◆ Try it ◆
Reproduce the material below line by line, beginning with its first line and ending with the line that contains "display:grid; place-content:center; width:52px;"; leave out pictures.

◆ Data to process ◆
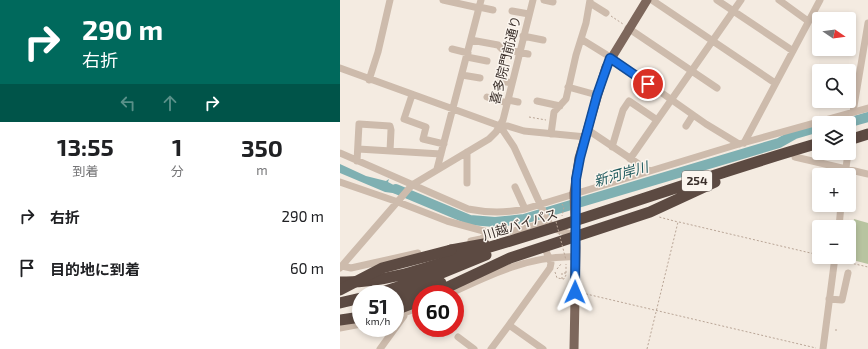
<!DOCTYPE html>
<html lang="ja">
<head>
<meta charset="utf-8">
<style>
	:root { --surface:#fff; --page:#f6f6f6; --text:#202124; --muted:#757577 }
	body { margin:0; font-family:"Exo 2","Noto Sans JP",sans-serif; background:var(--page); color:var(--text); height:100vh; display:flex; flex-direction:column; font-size:15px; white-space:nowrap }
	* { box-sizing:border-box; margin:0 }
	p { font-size:13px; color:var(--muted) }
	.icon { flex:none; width:22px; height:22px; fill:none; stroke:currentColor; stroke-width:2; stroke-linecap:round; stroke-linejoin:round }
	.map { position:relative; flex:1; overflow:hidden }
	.side { display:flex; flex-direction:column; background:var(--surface); width:340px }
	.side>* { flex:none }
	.hud { background:#00695c; color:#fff; overflow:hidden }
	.needle { width:26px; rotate:103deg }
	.buttons { position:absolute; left:472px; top:12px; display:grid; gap:8px }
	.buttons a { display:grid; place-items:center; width:44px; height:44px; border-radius:4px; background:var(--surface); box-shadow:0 2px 6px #0003; font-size:20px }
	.speed { position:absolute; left:12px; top:285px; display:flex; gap:8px; font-size:20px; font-weight:700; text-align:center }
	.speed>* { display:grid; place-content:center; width:52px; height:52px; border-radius:50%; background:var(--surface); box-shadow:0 2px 6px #0003; line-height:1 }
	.speed small { font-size:10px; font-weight:400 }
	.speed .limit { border:6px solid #d22; background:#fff; color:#111 }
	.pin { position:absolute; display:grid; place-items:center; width:34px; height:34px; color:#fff; margin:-17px; border:2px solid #fff; border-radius:50%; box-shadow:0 1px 4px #0007 }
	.me { position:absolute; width:44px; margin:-22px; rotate:1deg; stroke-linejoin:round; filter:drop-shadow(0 0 3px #0008) }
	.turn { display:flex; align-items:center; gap:14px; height:84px; padding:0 16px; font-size:18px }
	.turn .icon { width:52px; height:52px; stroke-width:2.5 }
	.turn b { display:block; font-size:28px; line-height:34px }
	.lanes { display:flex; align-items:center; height:38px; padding:0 16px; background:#0003; justify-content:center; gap:20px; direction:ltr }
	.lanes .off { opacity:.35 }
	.eta { display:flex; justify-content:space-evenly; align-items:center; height:68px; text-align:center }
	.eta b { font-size:24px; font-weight:700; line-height:28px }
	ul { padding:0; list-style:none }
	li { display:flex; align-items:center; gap:12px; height:52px; padding:0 16px }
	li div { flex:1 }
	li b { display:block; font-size:15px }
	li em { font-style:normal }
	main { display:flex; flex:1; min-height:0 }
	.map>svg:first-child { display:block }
	.green { fill:#b8c4a0 }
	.water { fill:#7fb0b2 }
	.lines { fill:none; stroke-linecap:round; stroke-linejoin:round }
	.river { stroke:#7fb0b2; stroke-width:10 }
	.path { stroke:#b9a596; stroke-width:1; stroke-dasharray:2 2; stroke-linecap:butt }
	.minor { stroke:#cdbbac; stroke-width:7 }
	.major { stroke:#7d675c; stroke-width:9 }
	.highway { stroke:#5c4a42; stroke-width:11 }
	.path-bridge { stroke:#b9a596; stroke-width:1; stroke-dasharray:2 2; stroke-linecap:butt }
	.highway-bridge { stroke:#5c4a42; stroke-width:11 }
	.route-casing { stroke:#114b97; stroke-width:10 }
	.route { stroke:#1a73e8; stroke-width:7 }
	.labels { text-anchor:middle; stroke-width:3; stroke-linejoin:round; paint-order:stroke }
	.shield { fill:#fbf5ee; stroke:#756b66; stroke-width:1 }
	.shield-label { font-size:12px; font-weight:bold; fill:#3b302b }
	.street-label { font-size:13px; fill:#3b302b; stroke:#fbf5ee }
	.water-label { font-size:14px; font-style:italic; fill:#1f5a5e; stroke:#fbf5ee }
</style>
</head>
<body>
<main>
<section class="side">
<div class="hud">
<div class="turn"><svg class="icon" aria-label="right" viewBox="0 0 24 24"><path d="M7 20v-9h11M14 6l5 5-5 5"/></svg><div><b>290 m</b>右折</div></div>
<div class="lanes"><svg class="icon off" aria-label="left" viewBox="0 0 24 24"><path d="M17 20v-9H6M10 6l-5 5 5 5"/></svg><svg class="icon off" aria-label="ahead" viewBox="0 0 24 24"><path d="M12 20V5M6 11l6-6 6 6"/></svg><svg class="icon" aria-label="right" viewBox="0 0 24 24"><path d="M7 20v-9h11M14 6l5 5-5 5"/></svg></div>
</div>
<div class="eta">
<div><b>13:55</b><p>到着</p></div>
<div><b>1</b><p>分</p></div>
<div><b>350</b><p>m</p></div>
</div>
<ul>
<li><svg class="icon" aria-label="right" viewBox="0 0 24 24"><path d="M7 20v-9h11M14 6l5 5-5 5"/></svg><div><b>右折</b></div><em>290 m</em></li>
<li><svg class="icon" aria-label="arrive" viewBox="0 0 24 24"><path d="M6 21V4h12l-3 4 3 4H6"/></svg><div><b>目的地に到着</b></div><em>60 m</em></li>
</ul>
</section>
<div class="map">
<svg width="528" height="349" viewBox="0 0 528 349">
	<rect width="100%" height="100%" fill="#f4ebe1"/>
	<path class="green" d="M 514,219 L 528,223 L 528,264 L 505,258 L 509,257 L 509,240 Z"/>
	<path class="water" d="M 0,164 L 26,176 L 46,181 L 49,179 L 48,182 L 63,190 L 60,194 L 45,192 L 0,173 Z"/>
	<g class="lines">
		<path class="river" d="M 507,123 L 528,117
			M 56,189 L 130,220 L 155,222 L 184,219 L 439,143 L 455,134 L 479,127"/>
		<path class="path" d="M 271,16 L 283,24
			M 189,117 L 206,120
			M 222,204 L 224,207 L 222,216
			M 339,222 L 479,255
			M 502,261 L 528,267
			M 217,269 L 221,264
			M 215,272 L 217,278 L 224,279 L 226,275 L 226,264
			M 222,279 L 222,273 L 226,273
			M 242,293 L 476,348
			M 495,330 L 497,330
			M 307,349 L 338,222 L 319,217"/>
		<path class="minor" d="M 103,0 L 139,8
			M 204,0 L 213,2
			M 312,0 L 435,83
			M 377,0 L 453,51
			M 439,0 L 468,21
			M 250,3 L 266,13
			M 139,7 L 153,10
			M 172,11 L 189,14
			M 288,28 L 377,88
			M 183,36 L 203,40
			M 241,39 L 275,60 L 366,124 L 399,144
			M 131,40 L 158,45 L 162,49 L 188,54
			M 112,49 L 128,53
			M 127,57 L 147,61
			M 0,68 L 160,126 L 168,126 L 184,131 L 246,137
			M 122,75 L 140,78
			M 29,80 L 38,52 L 50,0
			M 161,81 L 172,83
			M 228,87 L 257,95
			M 72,95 L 64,119 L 86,127 L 83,139 L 104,144
			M 147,97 L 167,103
			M 168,100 L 178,102
			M 197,101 L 220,106
			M 513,112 L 528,23
			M 160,126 L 174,147 L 211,228 L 235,235
			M 346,126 L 353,115
			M 248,130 L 309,171
			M 211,134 L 214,112 L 226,99 L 236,55 L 246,23 L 250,0
			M 404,143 L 480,0
			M 272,147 L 283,110 L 289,101 L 317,120
			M 18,149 L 101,154
			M 127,152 L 127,183
			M 0,153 L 128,209 C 148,213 166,213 185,209 L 399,144 L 528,108
			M 455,157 L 528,174
			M 290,159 L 401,0
			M 17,161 L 19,124 L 50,126 L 51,130 L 50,151
			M 97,169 L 141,0
			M 505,175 L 508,153
			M 0,182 L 58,202 L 107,221 L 151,233 L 174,231 L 209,222
			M 175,187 L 185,209
			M 499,227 L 501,205
			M 131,241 L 141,239 L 151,233
			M 2,266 L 11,268 L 78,253
			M 0,268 L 72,185 L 149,139 L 156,132 L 163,120 L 193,0
			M 109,294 C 149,275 190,255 236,257
			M 489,299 L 502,300 L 508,273
			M 55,316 L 81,307
			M 0,328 L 21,324
			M 118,337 L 134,349
			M 40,349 L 64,316 L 64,313
			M 151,349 L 169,325
			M 203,349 L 169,325 L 210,268 L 211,263 L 204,246
			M 483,349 L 495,257"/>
		<path class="major" d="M 234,349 L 236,248 L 234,193 L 239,158 L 266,67 L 307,0"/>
		<path class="highway" d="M 509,140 L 528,134
			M 111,250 L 144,244
			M 0,282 C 52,284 101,262 150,247 C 260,215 368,175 479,143
			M 36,294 L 102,273 L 146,255
			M 93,294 L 170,258 L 310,212 L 375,182
			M 55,298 L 101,283
			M 0,303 L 21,298
			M 55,310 L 81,300
			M 0,320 L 21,317"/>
		<path class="path-bridge" d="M 213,210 L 226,260"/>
		<path class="highway-bridge" d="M 0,290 L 42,268 L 111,250"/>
	</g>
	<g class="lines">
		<defs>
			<path id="route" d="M 235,292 L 236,179 L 240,158 L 257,95 L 270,58 L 308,84"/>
		</defs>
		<use href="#route" class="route-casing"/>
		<use href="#route" class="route"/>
	</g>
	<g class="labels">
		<rect class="shield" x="342" y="171" width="30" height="20" rx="3"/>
		<g class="shield-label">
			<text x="357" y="185">254</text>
		</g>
		<g class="street-label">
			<text transform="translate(165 60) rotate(-76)" y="5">喜多院門前通り</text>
			<text transform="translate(180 224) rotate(-17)" y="5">川越バイパス</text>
		</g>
		<g class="water-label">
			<text transform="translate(281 174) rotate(-16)" y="5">新河岸川</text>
		</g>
	</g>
</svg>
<div class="buttons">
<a><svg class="needle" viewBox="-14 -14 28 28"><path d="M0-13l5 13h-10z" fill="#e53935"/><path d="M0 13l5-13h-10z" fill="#757577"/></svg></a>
<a><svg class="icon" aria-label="search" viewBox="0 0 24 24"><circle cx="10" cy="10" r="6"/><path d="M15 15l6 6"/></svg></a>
<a><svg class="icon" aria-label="layers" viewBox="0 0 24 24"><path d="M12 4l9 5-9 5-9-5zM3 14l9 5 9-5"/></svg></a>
<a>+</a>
<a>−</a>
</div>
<div class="speed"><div>51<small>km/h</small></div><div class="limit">60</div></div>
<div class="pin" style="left:308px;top:84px;background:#d93025"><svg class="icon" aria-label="arrive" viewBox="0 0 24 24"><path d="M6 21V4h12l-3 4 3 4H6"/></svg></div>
<svg class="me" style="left:235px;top:292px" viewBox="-20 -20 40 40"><path d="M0-17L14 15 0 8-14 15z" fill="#1a73e8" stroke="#fff" stroke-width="4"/></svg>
</div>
</main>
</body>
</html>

◆ Final answer ◆
<!DOCTYPE html>
<html lang="ja">
<head>
<meta charset="utf-8">
<style>
	:root { --surface:#fff; --page:#f6f6f6; --text:#202124; --muted:#757577 }
	body { margin:0; font-family:"Exo 2","Noto Sans JP",sans-serif; background:var(--page); color:var(--text); height:100vh; display:flex; flex-direction:column; font-size:15px; white-space:nowrap }
	* { box-sizing:border-box; margin:0 }
	p { font-size:13px; color:var(--muted) }
	.icon { flex:none; width:22px; height:22px; fill:none; stroke:currentColor; stroke-width:2; stroke-linecap:round; stroke-linejoin:round }
	.map { position:relative; flex:1; overflow:hidden }
	.side { display:flex; flex-direction:column; background:var(--surface); width:340px }
	.side>* { flex:none }
	.hud { background:#00695c; color:#fff; overflow:hidden }
	.needle { width:26px; rotate:103deg }
	.buttons { position:absolute; left:472px; top:12px; display:grid; gap:8px }
	.buttons a { display:grid; place-items:center; width:44px; height:44px; border-radius:4px; background:var(--surface); box-shadow:0 2px 6px #0003; font-size:20px }
	.speed { position:absolute; left:12px; top:285px; display:flex; gap:8px; font-size:20px; font-weight:700; text-align:center }
	.speed>* { display:grid; place-content:center; width:52px; height:52px; border-radius:50%; background:var(--surface); box-shadow:0 2px 6px #0003; line-height:1 }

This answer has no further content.